Why another rate cut could be imminent
CLSA boss makes case for continued easing
The Bank of Thailand’s Monetary Policy Committee (MPC) could make another rate cut at its April 29 meeting to boost confidence further amid flagging economic data, says one securities executive.
Even if economic growth is not directly improved by lowering the policy interest rate, the move would instil confidence, says Prinn Panitchpakdi, country head for Thailand at CLSA Securities.
“Although the monetary policy is not the right medicine, it is a pill that stimulates confidence, while Thailand’s current account surplus would allow another rate cut to be made,” he says.
The rate-setting panel on March 11 unexpectedly jumped on the monetary easing bandwagon by cutting its policy rate for the first time in a year — by 25 basis points to 1.75% — in an attempt to gain economic traction amid weakening growth prospects.
The rate cut came after the MPC estimated that 2015 growth would not reach the panel’s 4% forecast.
A rate cut might not cause the baht to depreciate further, but it would induce a short-term psychological effect in a time of negative real interest rates stemming from negative headline inflation, Mr Prinn says.
Reducing the benchmark interest rate becomes even likelier if February’s economic figures remain subdued, thus heightening the possibility of missing the MPC’s 4% growth projection.
Mr Prinn expects full-year economic growth in a range of 3.5% to 4%, due largely to last year’s low base, with tourism and state spending as the main drivers of growth.

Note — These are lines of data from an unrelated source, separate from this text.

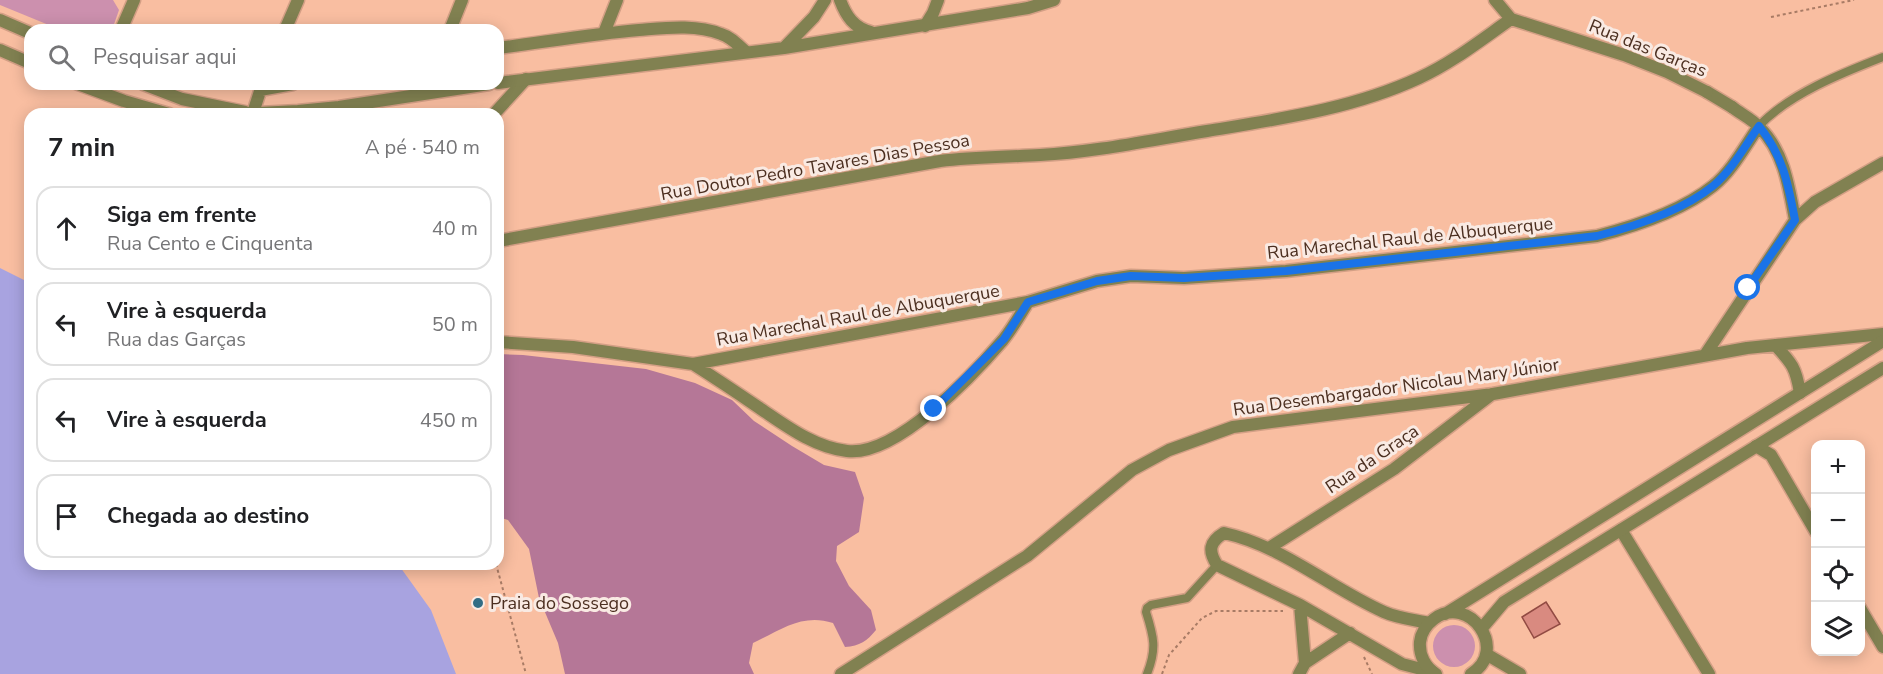 <!DOCTYPE html>
<html lang="pt">
<meta charset="utf-8">
<style>
:root{--surface:#fff;--page:#f2f2f2;--text:#202124;--muted:#757577;--line:#e0e0e0}
body{margin:0;font-family:"Nunito Sans",sans-serif;background:var(--page);color:var(--text)}
.controls{position:absolute;right:18px;bottom:18px;display:grid;overflow:hidden;border-radius:12px;box-shadow:0 3px 15px #0003}
.controls button{width:54px;height:54px;display:grid;place-items:center;padding:0;border:0;border-bottom:2px solid var(--line);background:var(--surface);color:var(--text);font:30px sans-serif}
.stop{position:absolute;width:18px;height:18px;margin:-14px;border:4px solid #1a73e8;border-radius:50%;background:#fff}
.stop.end{background:#1a73e8;border-color:#fff;box-shadow:0 2px 6px #0008}
.list{margin:0;padding:0;list-style:none}
h2{display:flex;justify-content:space-between;align-items:center;height:78px;margin:0;padding:0 24px;font-size:26px}
h2 small{font-size:20px;font-weight:400;color:var(--muted)}
.list li{display:grid;grid-template-columns:39px 1fr auto;gap:18px;align-items:center;box-sizing:border-box;height:84px;margin:0 12px 12px;padding:0 12px;border:2px solid var(--line);border-radius:18px}
.list b{display:block;font-size:22px;white-space:nowrap}
.list p{margin:0;font-size:20px;white-space:nowrap;color:var(--muted)}
.list em{font-size:20px;font-style:normal;color:var(--muted)}
.icon{flex:none;width:33px;height:33px;fill:none;stroke:currentColor;stroke-width:2;stroke-linecap:round;stroke-linejoin:round}
.map{position:relative;flex:none;width:1883px;height:674px;overflow:hidden}
.search{position:absolute;background:var(--surface);box-shadow:0 3px 15px #0003;left:24px;top:24px;width:480px;height:66px;display:flex;align-items:center;gap:15px;box-sizing:border-box;padding:0 21px;border-radius:18px;color:var(--muted);font-size:22px}
.panel{position:absolute;background:var(--surface);box-shadow:0 3px 15px #0003;left:24px;top:108px;width:480px;height:462px;border-radius:18px}
.map>svg:first-child{display:block}
.green{fill:#cc90ae}
.forest{fill:#b57797}
.water{fill:#a8a3e0}
.building{fill:#d98a80;stroke:#924b43;stroke-width:1.5}
.lines{fill:none;stroke-linecap:round;stroke-linejoin:round}
.service-casing{stroke:#d39f85;stroke-width:11}
.pedestrian-casing{stroke:#d39f85;stroke-width:15}
.minor-casing{stroke:#d39f85;stroke-width:15}
.tertiary-casing{stroke:#d39f85;stroke-width:15}
.path{stroke:#a87b65;stroke-width:2;stroke-dasharray:3 3;stroke-linecap:butt}
.service{stroke:#818151;stroke-width:8}
.pedestrian{stroke:#818151;stroke-width:12}
.minor{stroke:#818151;stroke-width:12}
.tertiary{stroke:#818151;stroke-width:12}
.route{stroke:#1a73e8;stroke-width:8}
.poi-dot{fill:#326d85;stroke:#f9eae3;stroke-width:2}
.labels{text-anchor:middle;dominant-baseline:central;stroke-width:6;stroke-linejoin:round;paint-order:stroke}
.street-label{font-size:18px;fill:#4c2f20;stroke:#f9eae3}
.poi-label{font-size:18px;fill:#4c2f20;stroke:#f9eae3;text-anchor:start}
</style>
<div class="map">
<svg width="1883" height="674" viewBox="0 0 1883 674">
<rect width="100%" height="100%" fill="#f9bea1"/>
<path class="green" d="M0,0H113L119,10L112,30H61L0,5Z
M1433 646a21 21 0 1 1 42 0a21 21 0 1 1-42 0Z"/>
<path class="forest" d="M498,354L523,355L646,369L695,383L732,400L754,421L792,446L824,465L855,472L864,498L859,532L837,546L836,561L849,586L871,610L876,630C867,641 860,646 845,647L833,623C802,613 781,630 753,643L749,663L754,674H565L558,643L539,598L529,549L508,520L498,517Z"/>
<path class="water" d="M0,268L30,283V370L27,377L30,393V564H398L431,610L456,674H0Z"/>
<path class="building" d="M1546,602L1560,624L1534,638L1522,617Z"/>
<g class="lines">
<g class="service-casing">
<path id="service" d="M1759,126C1789,94 1842,73 1883,57
M1147,674C1157,649 1154,637 1146,612L1147,608L1151,605L1187,598L1217,565"/>
</g>
<g class="pedestrian-casing">
<path id="pedestrian" d="M1707,92L1732,107"/>
</g>
<g class="minor-casing">
<path id="minor" d="M1495,0L1511,19L1624,55L1667,72L1707,92
M121,30L134,0
M285,30L298,0
M450,30L462,0
M604,33L617,0
M498,48C545,42 592,34 639,30C665,28 695,24 721,34C731,37 738,45 746,52
M260,90L293,84
M1732,107C1741,114 1752,119 1759,127C1784,151 1789,187 1795,220
M253,113L262,85
M494,114L526,79
M498,241L940,161C973,157 1006,157 1040,155C1096,152 1151,140 1207,131C1279,119 1352,109 1419,78C1452,63 1481,40 1511,19
M498,342L573,347L693,364L1028,302L1097,281L1131,276L1184,278L1286,271L1597,236C1636,226 1682,211 1713,186C1732,171 1745,146 1759,126
M1775,345C1792,363 1796,368 1800,393
M1705,355L1795,220L1815,202L1883,163
M693,364C715,378 736,392 758,407C785,425 813,447 847,451C896,457 973,375 1003,340C1012,329 1020,315 1028,302
M1756,446L1771,455L1816,532
M1621,530L1709,674
M1269,548L1394,469L1492,394
M1300,605L1305,663
M1860,608L1883,647
M1429,623C1415,620 1397,618 1384,612C1330,588 1283,546 1224,533C1209,542 1208,551 1217,565L1300,605L1402,664L1433,672
M841,674L1027,556L1132,470L1169,450L1233,427L1493,394L1747,348L1883,334
M1299,674L1305,663L1350,633"/>
</g>
<g class="tertiary-casing">
<path id="tertiary" d="M840,0C846,16 854,28 871,32
M0,20L30,33
M925,26L933,13L938,0
M784,48L814,17L825,0
M0,50L30,63
M498,83L784,48L1028,8L1054,0
M78,84L124,101L169,114
M143,84L182,99L245,112
M237,114L298,111L339,107L489,84
M1445,614L1883,341
M1482,628L1504,602L1883,368
M1486,654L1520,674
M1436,674C1425,667 1419,655 1420,642C1421,633 1426,625 1434,619C1469,593 1510,650 1471,674"/>
</g>
<path class="path" d="M1771,17L1854,0
M58,84L67,88
M496,564L526,674
M1364,657L1372,674
M1162,674L1169,655L1202,618L1216,611H1283"/>
<use href="#service" class="service"/>
<use href="#pedestrian" class="pedestrian"/>
<use href="#minor" class="minor"/>
<use href="#tertiary" class="tertiary"/>
</g>
<g class="lines">
<path class="route" d="M934,409L1004,339L1028,302L1097,281L1131,276L1184,278L1286,271L1597,236C1636,226 1682,211 1713,186C1732,170 1745,146 1759,126C1783,156 1788,183 1795,220L1748,288"/>
</g>
<circle class="poi-dot" cx="478" cy="603" r="6"/>
<g class="labels">
<g class="street-label">
<text transform="translate(1648 48) rotate(22)">Rua das Garças</text>
<text transform="translate(815 167) rotate(-10)">Rua Doutor Pedro Tavares Dias Pessoa</text>
<text transform="translate(1410 238) rotate(-6)">Rua Marechal Raul de Albuquerque</text>
<text transform="translate(858 315) rotate(-10)">Rua Marechal Raul de Albuquerque</text>
<text transform="translate(1396 387) rotate(-8)">Rua Desembargador Nicolau Mary Júnior</text>
<text transform="translate(1372 459) rotate(-34)">Rua da Graça</text>
</g>
<g class="poi-label">
<text x="490" y="603">Praia do Sossego</text>
</g>
</g>
</svg>
<div class="controls">
<button>+</button>
<button>−</button>
<button><svg class="icon" aria-label="locate" viewBox="0 0 24 24"><circle cx="12" cy="12" r="6"/><path d="M12 2v4M12 18v4M2 12h4M18 12h4"/></svg></button>
<button><svg class="icon" aria-label="layers" viewBox="0 0 24 24"><path d="M12 4l9 5-9 5-9-5zM3 14l9 5 9-5"/></svg></button>
</div>
<div class="stop" style="left:1748px;top:288px"></div>
<div class="stop end" style="left:934px;top:409px"></div>
<div class="search"><svg class="icon" aria-label="search" viewBox="0 0 24 24"><circle cx="10" cy="10" r="6"/><path d="M15 15l6 6"/></svg>Pesquisar aqui</div>
<section class="panel">
<h2>7 min<small>A pé · 540 m</small></h2>
<ul class="list">
<li><svg class="icon" aria-label="ahead" viewBox="0 0 24 24"><path d="M12 20V5M6 11l6-6 6 6"/></svg><div><b>Siga em frente</b><p>Rua Cento e Cinquenta</p></div><em>40 m</em></li>
<li><svg class="icon" aria-label="left" viewBox="0 0 24 24"><path d="M17 20v-9H6M10 6l-5 5 5 5"/></svg><div><b>Vire à esquerda</b><p>Rua das Garças</p></div><em>50 m</em></li>
<li><svg class="icon" aria-label="left" viewBox="0 0 24 24"><path d="M17 20v-9H6M10 6l-5 5 5 5"/></svg><div><b>Vire à esquerda</b></div><em>450 m</em></li>
<li><svg class="icon" aria-label="arrive" viewBox="0 0 24 24"><path d="M6 21V4h12l-3 4 3 4H6"/></svg><div><b>Chegada ao destino</b></div></li>
</ul>
</section>
</div>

While government spending accounts for a small fraction of Thai GDP, clearer action on public expenditure could trigger confidence in private investment and boost domestic consumption, he says.
Tourism growth also contributes to a multiplier effect, enhancing consumption and boosting revenue for the service sector and small and mediumsized enterprises.
Although swelling household debt could dent private consumption, the government has been trying to address the problem through a nanofinance scheme.
The pace of household debt growth has slowed with the end of the first-time car buyer programme.
“Private consumption has bottomed out and has already recovered if the auto sector is excluded, because most accumulated debt comes from the first-time car buyer scheme,” Mr Prinn says.
Non-performing car loans rose to 2.5% last year, up from 2% a year earlier, according to Bank of Thailand data.
Rice prices should improve with the end of the rice-pledging scheme and higher rubber prices are likely as a result of state subsidies, Mr Prinn says.
He forecasts export growth of at least 5% this year.
Downside risks to Thailand’s economy include execution of public projects and the fragile global recovery, affecting export growth, while education, especially promoting vocational education, and domestic politics associated with the charter drafting process are risks in the medium term, Mr Prinn says.